Starting point is 00:25:56 Then the other spec is how the program does it, which is a high-level view of how the code works. Now, the way I like to think about it is a high-level specification. Think of it as an algorithm and think of the code as an implementation of that algorithm. Then the only difference is that you think things as algorithms because you read them in algorithms books because they're algorithms that are useful for lots of things. But you're arriving at an algorithm that's just good for that particular problem you're solving. But getting the algorithm right doesn't imply that you're not going to make coding bugs. But if the algorithm is wrong, doesn't matter how good your code is, the algorithm is wrong. So it's eliminating one class of bugs. But it's a class of bugs, and especially with concurrency, that testing is very

Starting point is 00:26:55 poor at finding because the bug can occur just in terms of how relative speeds of which two things are happening. And so you could have some system that you've tested the hell out of and it's been running great for five years. And then you do something that changes some piece of hardware that makes it run at a different speed than some other piece of hardware and the bug will appear. But also there are a lot of debugging tools for finding bugs in code. They're not good at finding bugs in algorithms. So, it's not that I'm saying, oh, coding is no problem. They're not going to be bugs. I'm saying, get the algorithm right before you code it. Yeah.

Starting point is 00:27:40 And for that, there are tools that are just as formal as code and ways of testing it that are just as good as those tools that work at fighting bugs in code. of the plan. And so your plan is your algorithm, right? There's your thing that you're going to make sure you have right in the first place. And just because you got the plan right, doesn't mean you're going to execute it right. You can still make mistakes later, but if the plan is wrong from the get-go, well, the entire endeavor is a waste. Yeah. And when you do find, I mean, if you do, you know, in testing find that it's wrong, it's a hell of a lot more work to fix it that it would have been had you found it when you were writing the algorithm. Yeah, the sooner, the faster you can find those problems, the cheaper they are

Starting point is 00:28:33 to route around. So this whole thinking in algorithms, this is something you say is very few programmers think in terms of algorithms. And I think you're right about that. But my question to you, for me, is how would one begin to change this predilection? Like, how would you, you know, take me and help me start thinking in algorithms before I'm thinking in programs? Well, what I do to, you know, for engineers is I force them to think mathematically. I'm not the only person who talks about things about the need for specifications, but I think just about everybody else wants to make writing the specifications easy for the programmers. So he writes their specifications in what looks like a programming language. And I'm very hard-nosed in this.
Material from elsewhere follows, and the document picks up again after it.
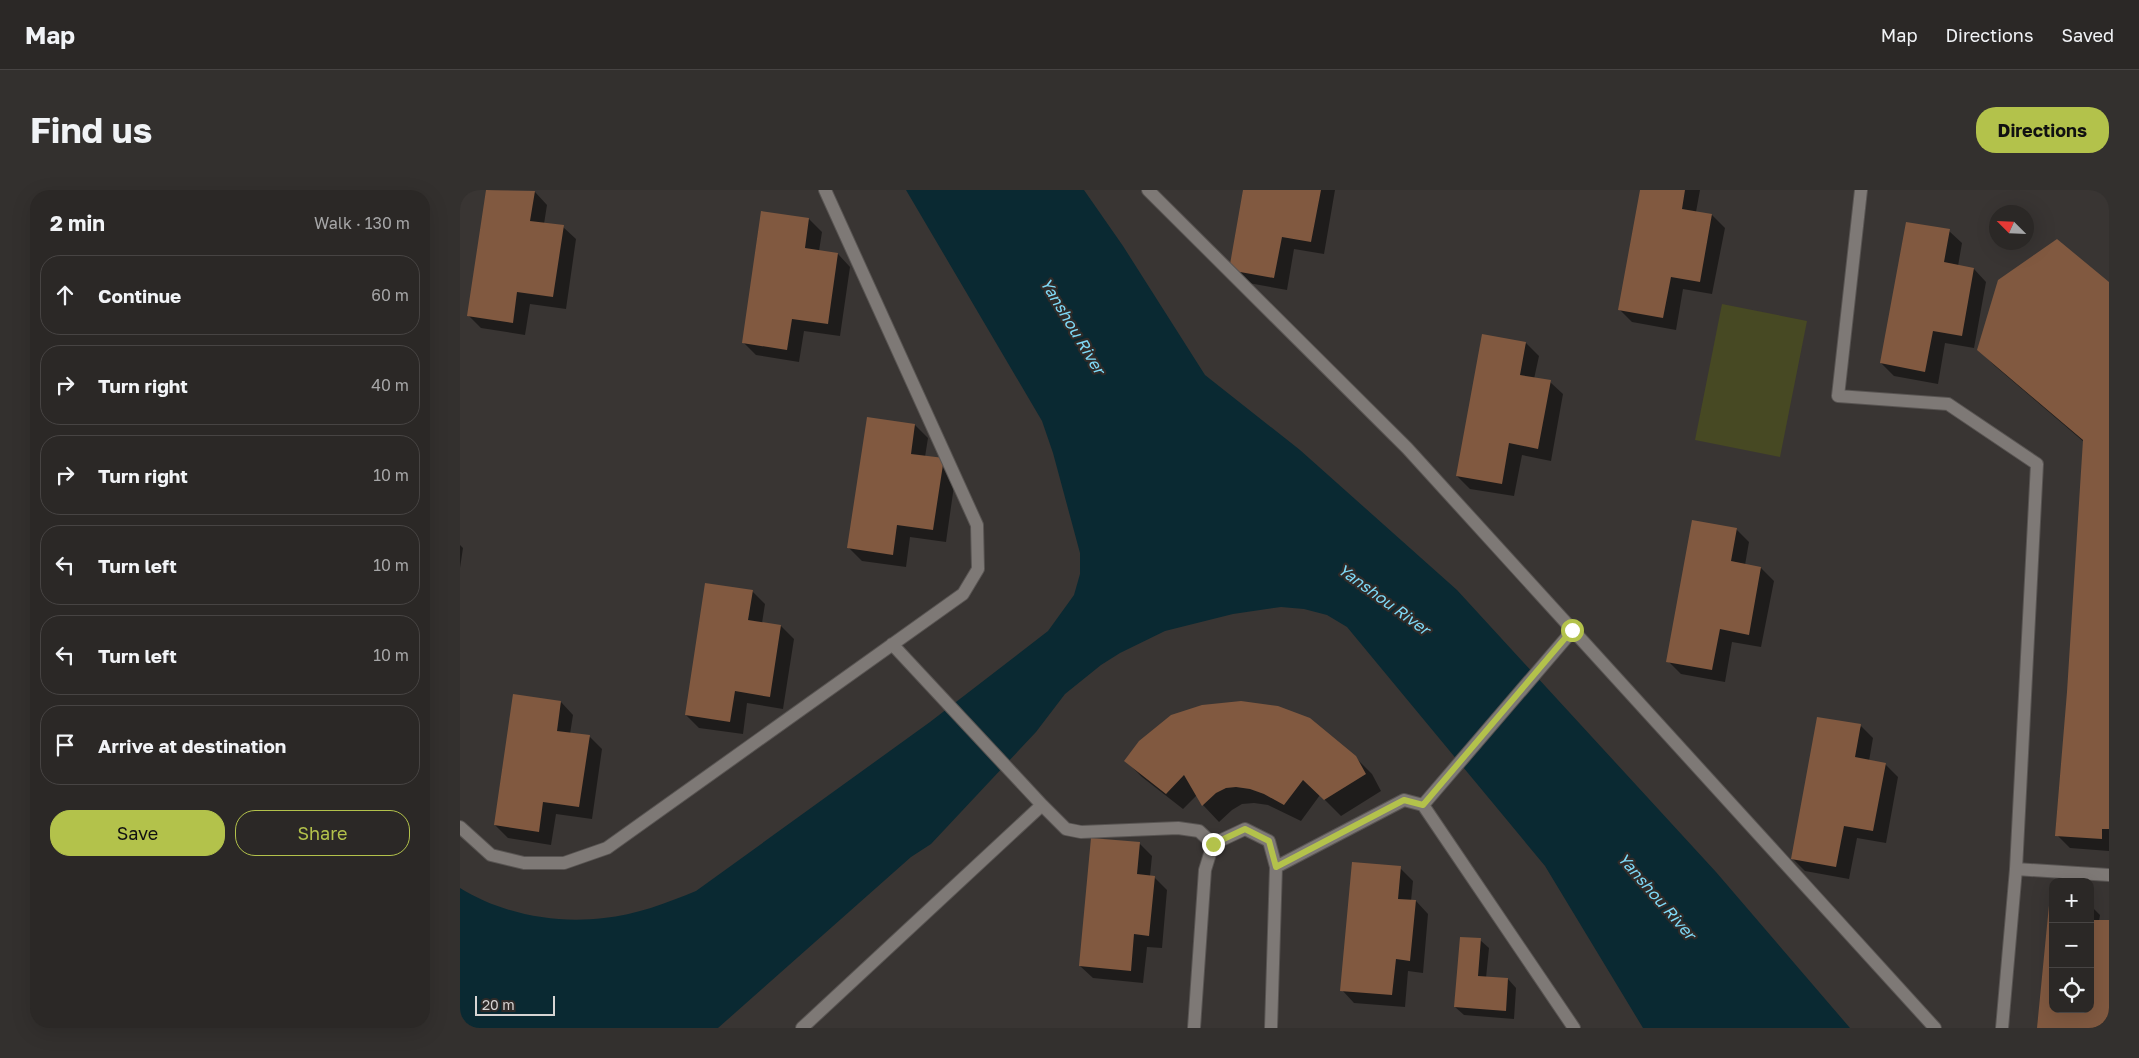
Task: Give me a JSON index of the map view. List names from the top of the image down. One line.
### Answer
{"water":["Yanshou River"],"scale_bar":"20 m","north":"top left","page":{"header":"Map","nav":["Map","Directions","Saved"],"buttons":["Directions",["Save","Share"]],"title":"Find us","heading":["2 min","Walk · 130 m"],"list":[["Continue","60 m"],["Turn right","40 m"],["Turn right","10 m"],["Turn left","10 m"],["Turn left","10 m"],"Arrive at destination"],"map_buttons":["+","−"],"scale":"20 m"}}
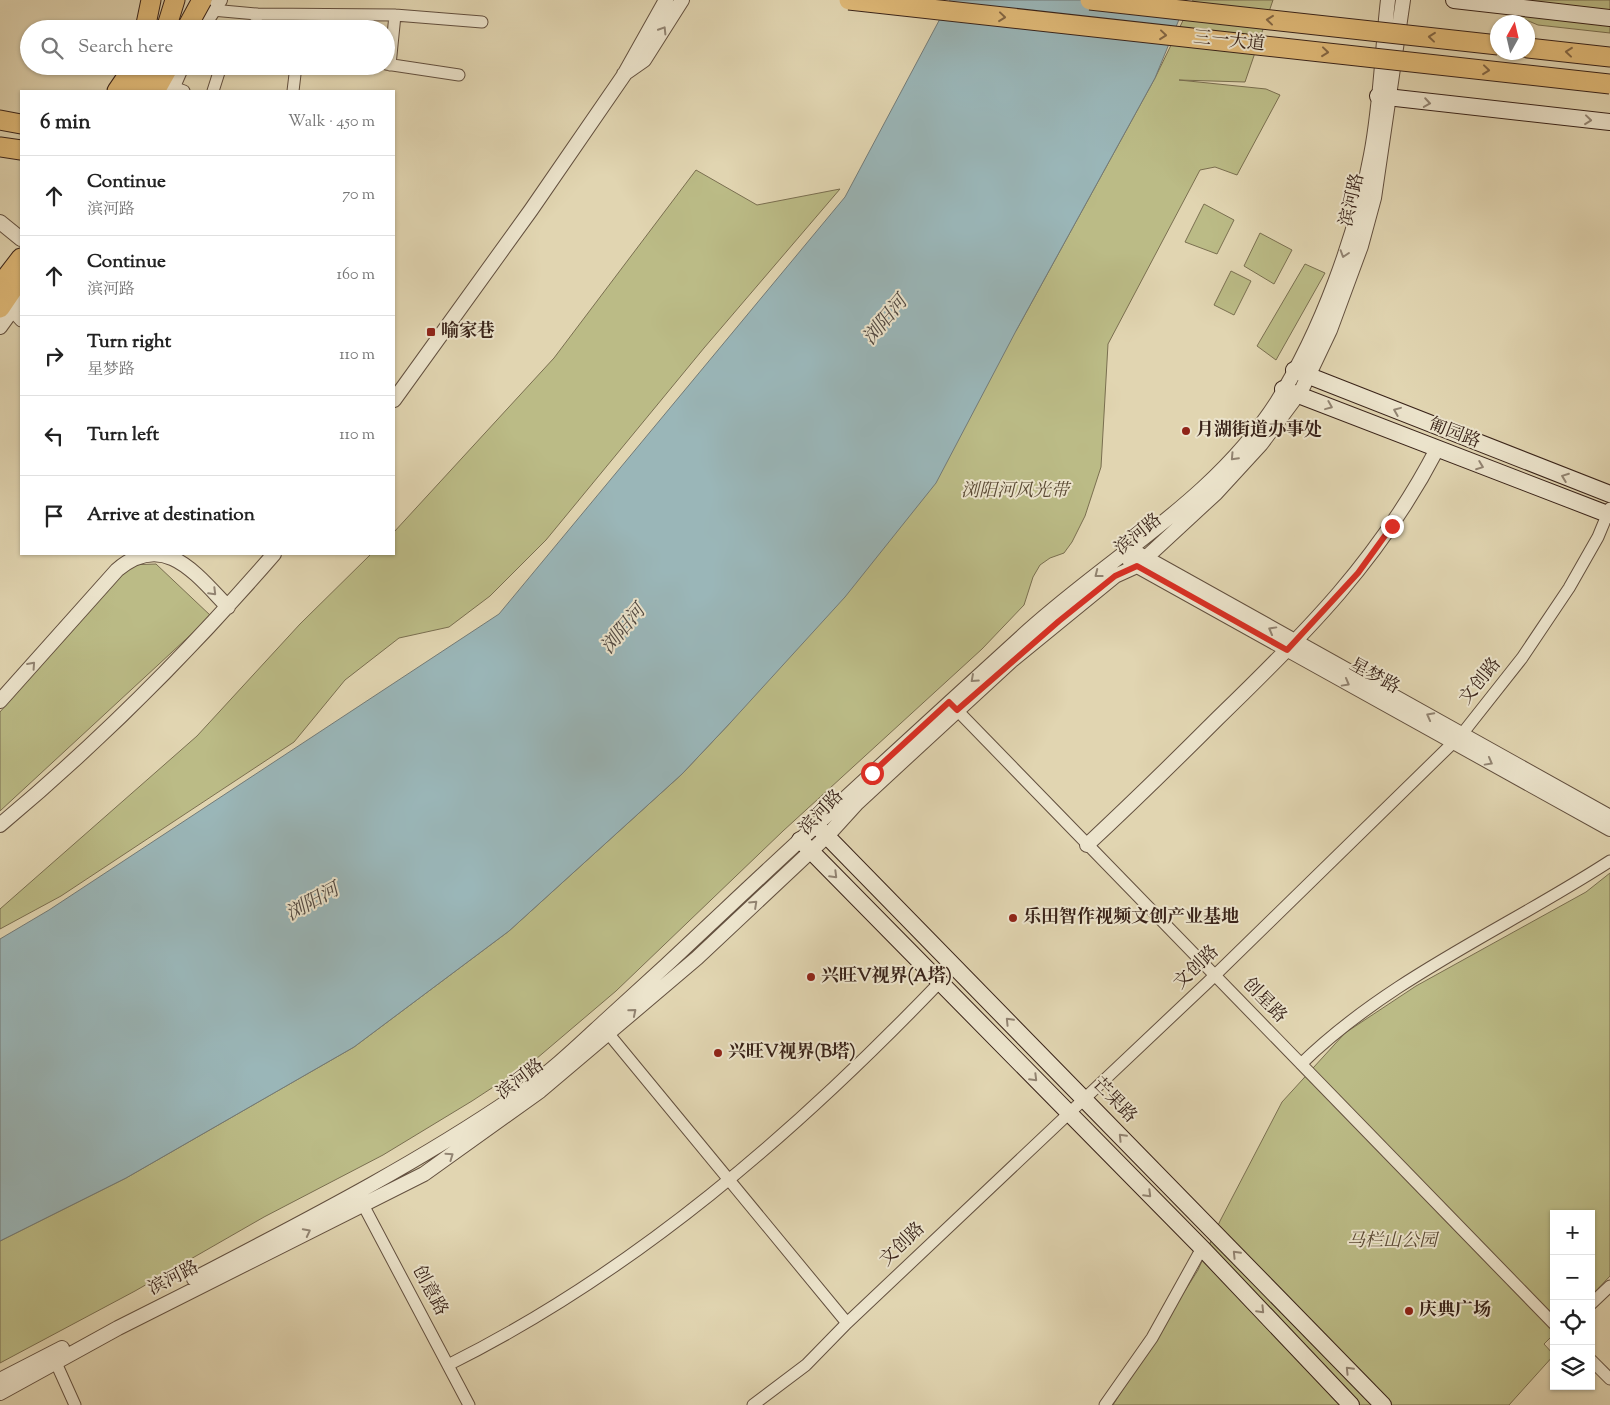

Starting point is 00:29:27 You don't want to do that. I want to get people to think outside the box. And people say that all the time, but they never say what the box is and everything. What is the box? But here I can tell you exactly what the box is. The box is thinking programmatically as expressed in what I'm now calling coding languages, instead of thinking outside of that box. And the way to think outside of that box is to think mathematically. So a TLA plus spec is a formula, a real mathematical formula. It may be hundreds or even thousands of lines long,

Starting point is 00:30:05 but it's a formula. And you say something to people, oh, a thousand line formula, how could I possibly understand that? You're giving me a thousand line program. Oh, that's trivial. Well, the math that's being used is simpler than programming languages. If people give a semantics to a programming language, they translated it to math. And that math is pretty complicated. But the language TLA plus is really simple in the sense that it is math and math is really simple. But math is incredibly powerful.

Starting point is 00:30:40 And you have to think outside the box. You have to really learn to use that power. here in these United States, as I was, and go into the industry and begin our work. Math is part of it, but it's not like a main part of it. It's like it's there, you know, you take calculus, et cetera. But, you know, we don't have a lot of math. I don't have a lot of math. And I've been a working developer for 20 plus years. And I don't have that much math.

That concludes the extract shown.